How can tech help advisors deal with issues such as foreign languages, certain sources of news, KYC background checks and ongoing monitoring, checks for red flags regarding money laundering? Are there examples you can give?
Advanced algorithms are, for example, incredibly helpful when trying to detect and prevent fraudulent payments, new attack vectors in cybersecurity, or market and data anomalies, among others.
We see different levels of maturity driven by the (un)availability of data. Take payments for example - there are enough data to allow algorithms to detect unusual patterns (fraud, AML) with statistical relevance. These systems are very mature.
However, the situation with regard to personal KYC information is different. Whilst background checks, negative news searches and other more general information can be sourced and evaluated automatically, the availability of useable data-sets in terms of quality and size prevents mass automation when faced with more individualised questions on KYC.
Do you see different levels of tech adoption by advisors of varying ages and backgrounds? Have you seen any specific trends?

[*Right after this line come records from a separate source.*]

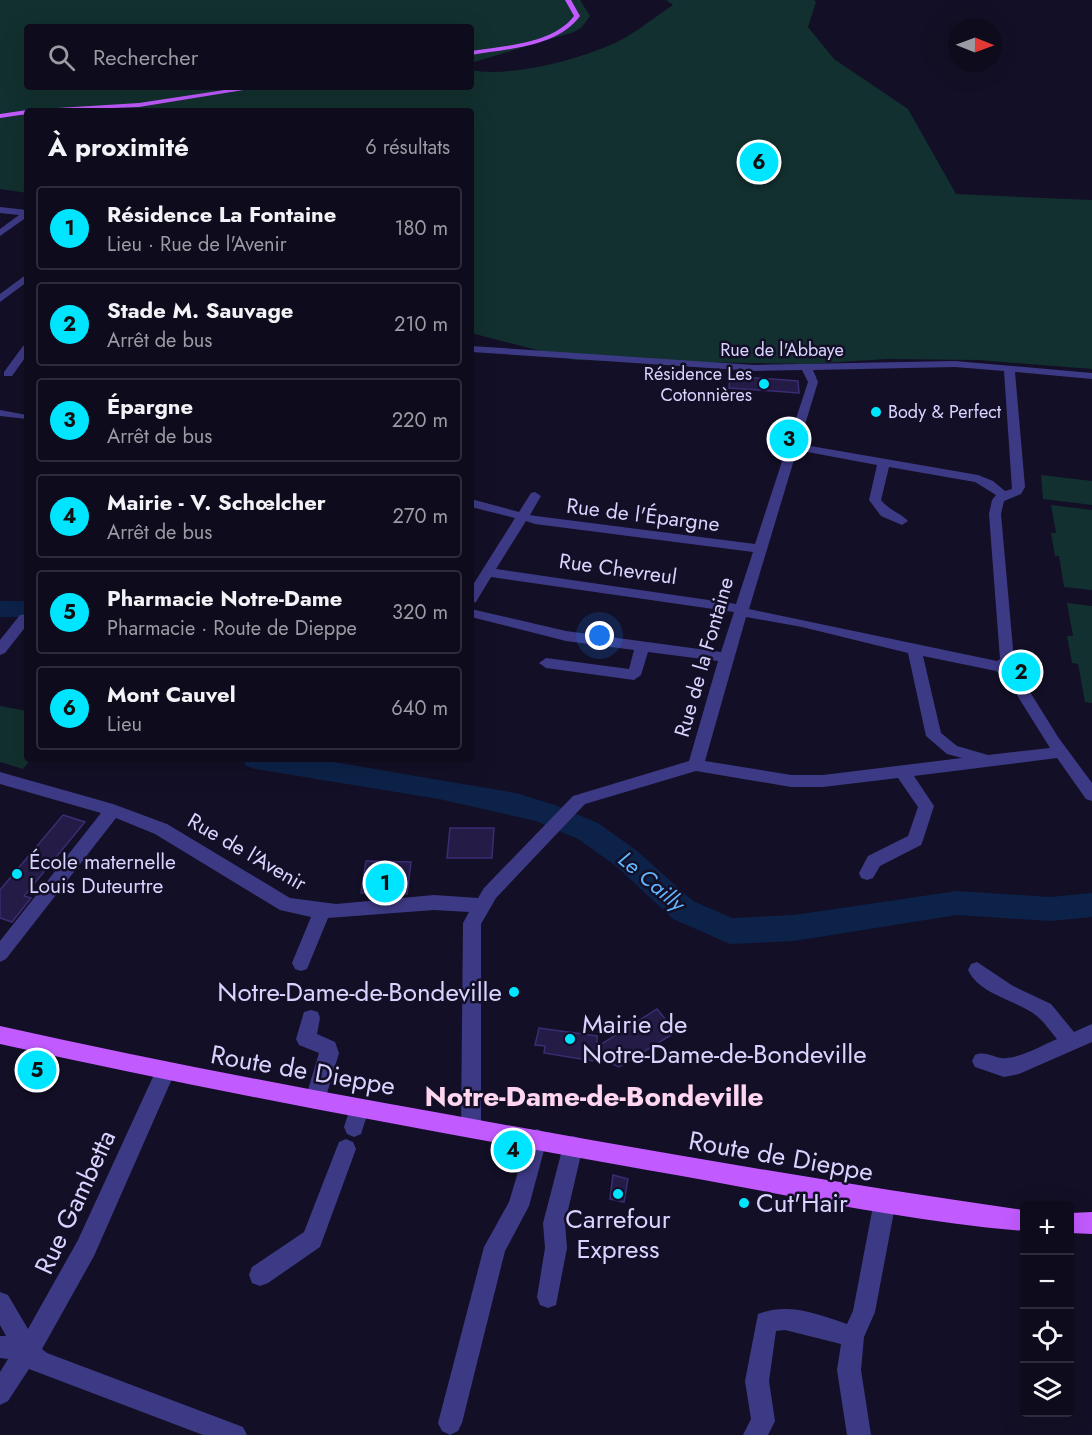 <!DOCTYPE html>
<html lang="fr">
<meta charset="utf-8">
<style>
body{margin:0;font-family:Jost,sans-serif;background:#171425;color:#f1f3f6}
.controls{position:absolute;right:18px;bottom:18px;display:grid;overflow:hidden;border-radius:6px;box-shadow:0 6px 24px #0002}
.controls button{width:54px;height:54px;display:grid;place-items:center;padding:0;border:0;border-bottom:2px solid #2e2b3b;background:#0e0b1c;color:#f1f3f6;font:30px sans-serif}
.compass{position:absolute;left:948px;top:18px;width:54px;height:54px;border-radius:50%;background:#0e0b1c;box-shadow:0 6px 24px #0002;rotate:91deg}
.you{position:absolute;left:600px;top:636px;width:21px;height:21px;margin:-15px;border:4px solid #fff;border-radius:50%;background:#1a73e8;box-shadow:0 0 0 9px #1a73e833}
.badge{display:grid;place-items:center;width:39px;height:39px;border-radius:50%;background:#00e5ff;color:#111;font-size:20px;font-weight:700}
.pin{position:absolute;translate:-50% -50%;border:3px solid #fff;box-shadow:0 2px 6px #0006}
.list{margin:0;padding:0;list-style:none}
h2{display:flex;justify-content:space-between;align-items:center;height:78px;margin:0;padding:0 24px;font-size:26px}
h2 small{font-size:20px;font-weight:400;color:#9b9ba3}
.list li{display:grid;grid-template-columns:39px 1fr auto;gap:18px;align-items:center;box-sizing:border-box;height:84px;margin:0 12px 12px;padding:0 12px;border:2px solid #2e2b3b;border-radius:6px}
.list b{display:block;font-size:22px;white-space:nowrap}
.list p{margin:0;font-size:20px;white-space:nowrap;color:#9b9ba3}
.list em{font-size:20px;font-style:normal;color:#9b9ba3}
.icon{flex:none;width:33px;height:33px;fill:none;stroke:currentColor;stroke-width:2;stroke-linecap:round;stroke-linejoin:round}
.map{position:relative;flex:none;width:1092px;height:1435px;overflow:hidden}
.search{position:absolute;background:#0e0b1c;box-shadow:0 6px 24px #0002;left:24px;top:24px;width:450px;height:66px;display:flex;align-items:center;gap:15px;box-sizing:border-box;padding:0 21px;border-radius:6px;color:#9b9ba3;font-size:22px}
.panel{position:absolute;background:#0e0b1c;box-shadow:0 6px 24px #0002;left:24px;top:108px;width:450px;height:654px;border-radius:6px}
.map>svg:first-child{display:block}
.green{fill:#12302f}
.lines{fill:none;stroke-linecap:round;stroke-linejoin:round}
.river{fill:#0c2248;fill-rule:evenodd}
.building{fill:#241b47;stroke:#3b2d73;stroke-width:1.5}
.minor{fill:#3d3a85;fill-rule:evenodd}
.major{fill:#c25bff;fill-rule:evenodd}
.poi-dot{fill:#00e5ff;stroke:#130f26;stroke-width:2}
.labels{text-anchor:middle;stroke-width:5;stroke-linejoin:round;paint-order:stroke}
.far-street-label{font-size:18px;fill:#d9d4ff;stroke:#130f26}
.far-poi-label{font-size:18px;fill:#d9d4ff;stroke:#130f26;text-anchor:end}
.street-label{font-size:21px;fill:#d9d4ff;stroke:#130f26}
.poi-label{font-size:21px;fill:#d9d4ff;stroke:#130f26;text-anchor:start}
.water-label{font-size:22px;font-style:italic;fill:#62b6ff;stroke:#130f26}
.near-poi-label{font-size:26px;fill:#d9d4ff;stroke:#130f26;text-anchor:start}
.near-street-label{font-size:26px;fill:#d9d4ff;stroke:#130f26}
.near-quarter-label{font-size:28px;font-weight:bold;fill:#ffd6f0;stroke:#130f26}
</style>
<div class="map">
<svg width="1092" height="1435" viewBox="0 0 1092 1435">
<rect width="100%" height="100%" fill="#130f26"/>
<path class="green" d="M0 0H580L590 16 582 27 574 32 471 63V27H27V87H471V70C511 78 582 59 619 41 638 31 655 17 673 5L666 0H814L816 2 808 27 834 59 908 109 956 194 1092 200V369L978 360 887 359 809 364 575 360 471 333V111H27V193L0 189Z
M1041 475 1092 481V505L1043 499Z
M1051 505 1092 510V590L1064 587 1059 556H1055L1051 533H1056Z
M1067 603 1092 606V703L1085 702 1078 664 1072 663 1067 636H1073Z
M0 706 27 711V759H31L23 769 0 762Z"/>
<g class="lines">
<path class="river" d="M0 601H27V617H0Z
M242 759H316L516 793 555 805 598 823 636 850 693 901 732 918 794 915 957 891 1050 897 1092 893V917L1050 921 957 915 794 941 730 944 673 919 616 866 578 839 536 821 439 799 255 769 246 766Z"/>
</g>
<path class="building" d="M730 376 798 381 799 393 729 388Z
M63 815 85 822 24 896 31 898 12 922 0 918V890Z
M450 828H494L492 858H447Z
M366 861 411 862 407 894 361 893Z
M657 1009 676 1032 619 1067 598 1058H594L593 1061 544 1053 545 1046 535 1045 539 1028 597 1036V1047Z
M613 1175 628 1179 624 1202 610 1199Z"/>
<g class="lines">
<path class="minor" d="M0 207 27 210V217L0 236V229L19 215 0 213Z
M27 274V282L0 302V294Z
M27 345V355L12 376H4V372L23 346Z
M471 346 754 365 955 361 1092 373V379L1015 372 1025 487 1021 494 1004 501 1001 514 1014 660 1009 666 1017 671 1058 737 1092 783V801L1086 799 1057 758 914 776 934 806 923 840 921 845 880 866 873 878 867 880 861 878 859 873 868 856 908 836 918 807 898 778 823 787H791L696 771 585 804 496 898 481 924V1128L478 1135 471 1138 464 1135 461 1128 463 923 469 912 434 910 328 918 307 969 301 971 295 969 292 963 311 917 280 910 155 834 116 818 6 959 0 962V941L101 813 0 784V772L113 804 167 824 290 898 336 904 434 895 478 898 484 888 573 796 689 761 718 661 648 652 641 675 634 680 546 668 539 663 546 658 629 669 634 650 566 641 471 617V609L566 631 721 652 734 612 491 577 476 602 471 603V588L515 518 471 507V499L519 512 531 493 535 492 541 496 530 515 536 516 755 544 808 382 802 370 754 371 471 352ZM955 367 1004 371 1012 489 1005 491 993 481 978 475 799 444 818 382 813 370ZM797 450 877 465 869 500 881 516 902 525 908 521C899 512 890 511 881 500L889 467 975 482 996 495 992 500 989 514 1000 659 997 661 749 609ZM526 521 535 524 753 552 736 604 496 569ZM746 617 802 627 908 653 926 736 947 754 962 758 823 775H791L705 761ZM923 656 996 671 1007 679 1050 748 988 755 957 746 941 733Z
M0 410 27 415V419L0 416Z
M27 614V625L5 653 0 655V640L20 615Z
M977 962 1013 986 1051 1004 1074 1032 1092 1024V1042L1019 1074 1004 1077 975 1067 972 1061 975 1055C987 1050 996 1060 1007 1058 1024 1056 1041 1046 1057 1039 1051 1032 1045 1023 1038 1017 1019 1000 980 996 968 970L971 964Z
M311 1010 318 1012 320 1018 317 1034 335 1042 339 1053 325 1100 322 1107 315 1109 308 1107 305 1100 319 1053 299 1045 296 1039 304 1012Z
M165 1063 172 1066 175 1072 94 1256 42 1349 47 1353 243 1427 247 1435H203L29 1369 8 1401 0 1405V1372L8 1359 0 1358V1336H6L0 1325V1292L8 1295 28 1329 78 1240 158 1066Z
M359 1099 366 1102 369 1109 361 1134 354 1137 347 1134 344 1127 352 1102Z
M537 1129 544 1132 547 1139 529 1206 505 1251 462 1423 458 1431 450 1435 442 1431 438 1423 484 1247 509 1202 530 1132Z
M573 1136 580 1139 583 1146 565 1223 567 1248 556 1305 548 1308 540 1305 537 1297 545 1248 543 1223 563 1146 566 1139Z
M346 1139 353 1142 356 1149 320 1247 268 1283 260 1286 252 1283 249 1275 252 1267 304 1232 339 1142Z
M885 1190 892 1194 896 1201 875 1312 864 1337 861 1370 871 1435H847L837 1370 841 1344 785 1330 776 1331 769 1381 775 1421 768 1435H743L751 1419 745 1381 758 1314C788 1302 818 1314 847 1324L853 1311 874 1201 878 1194Z"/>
<path class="major" d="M565 0H571L580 16C558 47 506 49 471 55V51C503 46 553 44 574 16Z
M244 87H262L139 107 37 111 41 109 139 103Z
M27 110 30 111H27V114L0 118V114Z
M0 1026C196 1070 393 1105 591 1140 735 1165 879 1190 1024 1210V1231C900 1221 771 1191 647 1170 431 1131 215 1092 0 1044Z
M1092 1212V1234L1070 1233V1213Z"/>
</g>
<g class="poi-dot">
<circle cx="764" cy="384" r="6"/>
<circle cx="876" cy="412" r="6"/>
<circle cx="17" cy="874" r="6"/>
<circle cx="514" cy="992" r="6"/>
<circle cx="570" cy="1039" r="6"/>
<circle cx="618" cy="1194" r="6"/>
<circle cx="744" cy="1203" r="6"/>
</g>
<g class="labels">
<g class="far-street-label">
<text x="782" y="356">Rue de l'Abbaye</text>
</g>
<g class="far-poi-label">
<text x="752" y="380">Résidence Les<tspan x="752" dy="21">Cotonnières</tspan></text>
<text x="888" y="418" text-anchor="start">Body &amp; Perfect</text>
</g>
<g class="street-label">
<text transform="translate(643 515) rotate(7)" y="7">Rue de l'Épargne</text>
<text transform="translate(618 569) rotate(8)" y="7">Rue Chevreul</text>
<text transform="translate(704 657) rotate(-74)" y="7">Rue de la Fontaine</text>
<text transform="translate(247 852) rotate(30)" y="7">Rue de l'Avenir</text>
</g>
<g class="poi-label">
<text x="29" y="869">École maternelle<tspan x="29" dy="24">Louis Duteurtre</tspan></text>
</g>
<g class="water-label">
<text transform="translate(652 881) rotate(40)" y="8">Le Cailly</text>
</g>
<g class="near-poi-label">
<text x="502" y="1001" text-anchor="end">Notre-Dame-de-Bondeville</text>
<text x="582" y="1033">Mairie de<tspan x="582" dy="30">Notre-Dame-de-Bondeville</tspan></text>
<text x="756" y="1212">Cut'Hair</text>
<text x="618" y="1228" text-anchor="middle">Carrefour<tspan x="618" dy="30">Express</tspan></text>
</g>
<g class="near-street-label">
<text transform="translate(303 1070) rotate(10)" y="9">Route de Dieppe</text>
<text transform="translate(781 1156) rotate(10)" y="9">Route de Dieppe</text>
<text transform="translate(75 1202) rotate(-65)" y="9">Rue Gambetta</text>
</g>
<g class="near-quarter-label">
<text x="594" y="1106">Notre-Dame-de-Bondeville</text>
</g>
</g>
</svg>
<div class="controls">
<button>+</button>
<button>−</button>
<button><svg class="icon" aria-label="locate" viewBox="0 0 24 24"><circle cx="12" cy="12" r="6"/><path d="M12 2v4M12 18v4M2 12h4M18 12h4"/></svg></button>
<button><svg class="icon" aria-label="layers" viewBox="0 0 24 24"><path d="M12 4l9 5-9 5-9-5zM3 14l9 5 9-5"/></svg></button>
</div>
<svg class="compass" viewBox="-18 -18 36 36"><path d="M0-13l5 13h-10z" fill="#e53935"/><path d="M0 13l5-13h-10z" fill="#9b9ba3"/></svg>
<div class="you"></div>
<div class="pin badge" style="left:385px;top:883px">1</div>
<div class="pin badge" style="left:1021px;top:672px">2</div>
<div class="pin badge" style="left:789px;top:439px">3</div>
<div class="pin badge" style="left:513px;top:1150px">4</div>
<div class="pin badge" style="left:37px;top:1070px">5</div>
<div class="pin badge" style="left:759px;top:162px">6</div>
<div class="search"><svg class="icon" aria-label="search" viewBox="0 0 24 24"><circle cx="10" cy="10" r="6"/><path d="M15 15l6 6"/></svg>Rechercher</div>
<section class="panel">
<h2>À proximité<small>6 résultats</small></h2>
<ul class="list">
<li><span class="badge">1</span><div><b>Résidence La Fontaine</b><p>Lieu · Rue de l'Avenir</p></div><em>180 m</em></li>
<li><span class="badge">2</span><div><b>Stade M. Sauvage</b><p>Arrêt de bus</p></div><em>210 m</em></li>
<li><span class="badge">3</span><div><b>Épargne</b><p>Arrêt de bus</p></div><em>220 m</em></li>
<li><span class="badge">4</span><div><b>Mairie - V. Schœlcher</b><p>Arrêt de bus</p></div><em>270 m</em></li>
<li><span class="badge">5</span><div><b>Pharmacie Notre-Dame</b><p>Pharmacie · Route de Dieppe</p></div><em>320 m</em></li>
<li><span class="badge">6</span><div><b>Mont Cauvel</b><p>Lieu</p></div><em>640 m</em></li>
</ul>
</section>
</div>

We see different levels of adoption by advisors, however we are yet to see any clear patterns. You may find very seasoned private bankers using technology in the same way our children do, and younger colleagues not using it at all. However, one can observe that the general level of tech adoption is rising. We may find a correlation between a client’s take on technology and that of their advisor - since long lasting relationships are normally based on shared values.
No conversation about tech can be complete without addressing cybersecurity issues. In your case and that of your organisation, what training should advisors receive to avoid being hacked and to protect their clients? What sort of threats particularly concern you? What sort of training do they receive and should they receive?
Cybersecurity attacks have become more sophisticated and phishing attacks or Ransomware have become much harder to detect.
Technical defensive precautions are a must for financial institutions. However, it is crucial to continuously train advisors to identify security issues, such as fake phishing emails, via regular drills to equip them with the tools they need to keep their clients and the business safe and secure.
Have you found it easier to illustrate reports and situations to clients as a result of tech.? Does it make it easier for advisors to work out “in the field” than before?
Of course, automation has significantly improved our client reporting, but the bigger change is yet to come. In the past, there was usually an identically structured report for all clients. Now, we have modularised reports that fit the needs of each individual client. At some point in the future, each report could be even more personalised - yet produced automatically.
In five or ten years’ time, in what ways do you think the role of advisors will have changed and to what extent will tech be the reason for that?
Our clients want to concentrate more and more on their core businesses and family affairs. At the same time, they feel increasingly uncomfortable with regards to the question of whether their total-wealth is being protected – let alone if it generates returns aligned with their sustainability requirements. This is why we are seeing the re-emergence of trust. Our clients are looking for a person whom they can trust and discuss all wealth matters.
Here, we will see technology used to help advisors support their clients through applications such as “augmented banking”. To permanently deliver the best option, advisors will rely more and more on systems and business networks to find, evaluate and structure their offerings.
Key technology to deliver such personalised yet scalable offerings will emerge out of AI – more precisely in the sub-field of machine learning. A second key technology enabling scale is the availability of very secure cloud infrastructures, accessible through protected APIs. The opportunities provided by technology, combined with the unique traits of human beings will offer much more positive results than downsides. And yes, in the beginning, it will be necessary to be courageous in taking steps in unchartered territories, but it will be worth it.